Shelby— The Star digs into a state investigation of the misuse of money by the Cleveland County school system. Using 99,000 pages of documents, the paper sorts through credit card purchases — the good and the not so good — by school system employees from 2007 to 2012. Great reading and an interesting public service to Cleveland County readers.

Wilmington — The Star-News analyzed crime stats locally and nationally and discovered that Wilmington police aren’t doing too badly. “Wilmington’s clearance rate eclipses that of many of its counterparts, meaning robbers, killers, burglars and other criminals who break the law here are more likely to be caught than in most other cities around the country.

Fayetteville — The Observer has what appears to be an interesting story on robberies targeting migrant workers, but the link sends me to a 404 page. You try.

Sunday sampler

Newspaper readers should rejoice that the election is over. The state’s front pages are filled with interesting, relevant stories that have nothing to do with politics and everything to do with good journalism. A selection:

Raleigh— The N&O continues its investigation into the academic/athletic scandal at UNC-Chapel Hill. Dan Kane interviews a reading specialist at the school who worked with athletes and her comments are damning. “Members of the men’s basketball team took no-show classes until the fall semester of 2009, when the team was assigned a new academic counselor. The new counselor was appalled to learn of the classes, and wanted no part of them. University records show the enrollments stopped that semester for basketball players, while they continued for football players.”

Charlotte — The Observer actually has two great stories. One is a deep profile of Paula Broadwell. Writer Mark Washburn went to Bismarck, N.D., Broadwell’s hometown, to tell her story. I don’t know that it breaks new ground — I haven’t tried to keep up with what motivated the players in the scandal — but it is an interesting read. A tidbit: Broadwell  was voted “most likely to be remembered” by classmates at Century High School in  1991. The second story is about a controversial church in Rutherford County that some say is a “dangerous cult. They say it breaks up families, abuses followers and wrecks lives.”
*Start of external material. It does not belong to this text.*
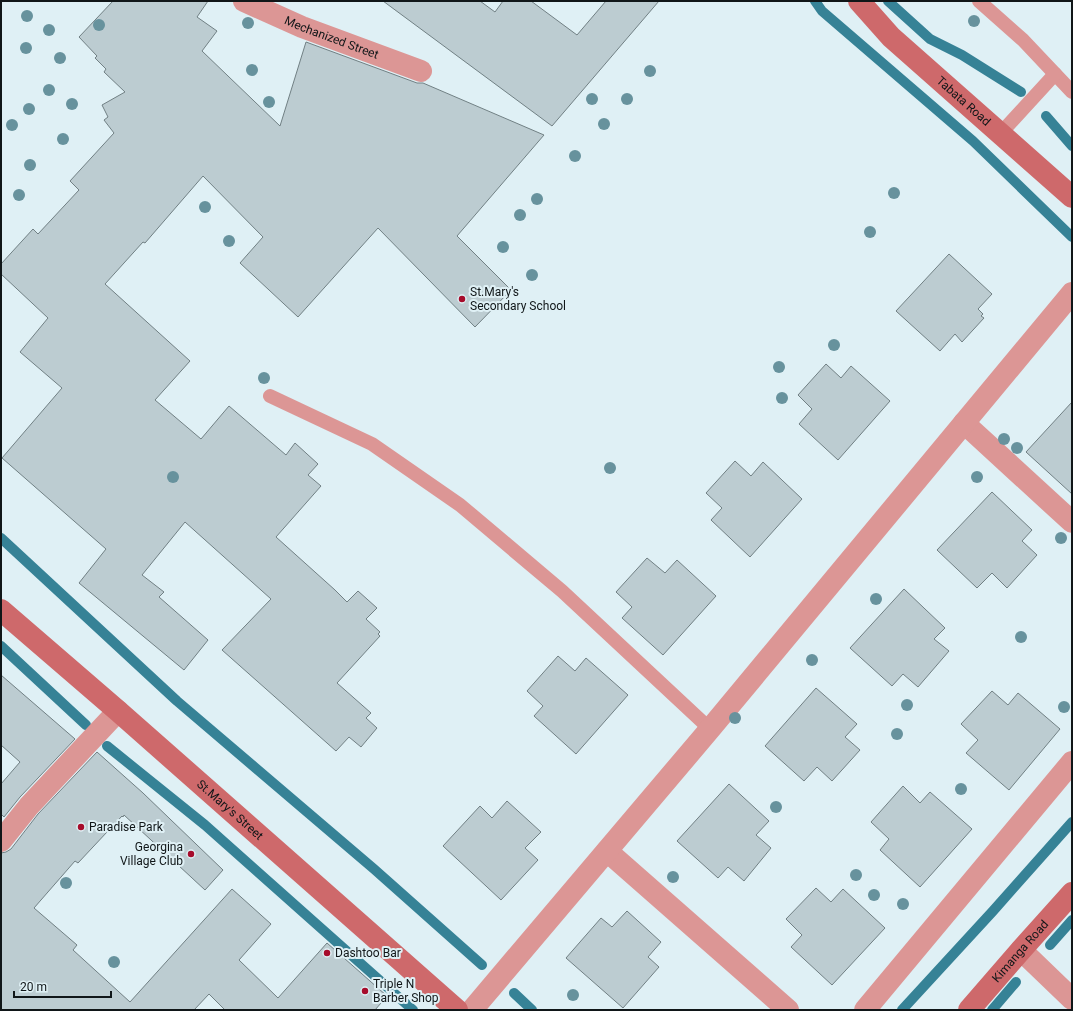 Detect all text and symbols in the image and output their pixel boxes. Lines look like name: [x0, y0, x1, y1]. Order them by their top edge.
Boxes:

Burlington— The Times-News profiles in real terms what it’s like to live with someone who has Alzheimer’s. Steve Huffman tells the story of Priscilla and Gary Brogdon. A few years ago, Gary, who is 64, was a plant manager. “Now, Gary barely speaks. He doesn’t drive and is on disability. He doesn’t remember his grown daughters or his grandchildren. He needs around-the-clock care.” Scary, informative and compelling.

Winston-Salem — The announcement last week that Wake Forest Baptist Medical Hospital is going to lay off 950 people begged for a indepth follow-up. The Journal put Richard Craver on it, and it was a good call. “Since the economic downturn began in 2008, a diminishing demand for services has caught many hospitals with too much supply on hand, whether too many staffers or too many cancer or heart centers, urgent-care clinics or other facilities within a region.” Other media might take a look at the financial health of the hospitals in their communities.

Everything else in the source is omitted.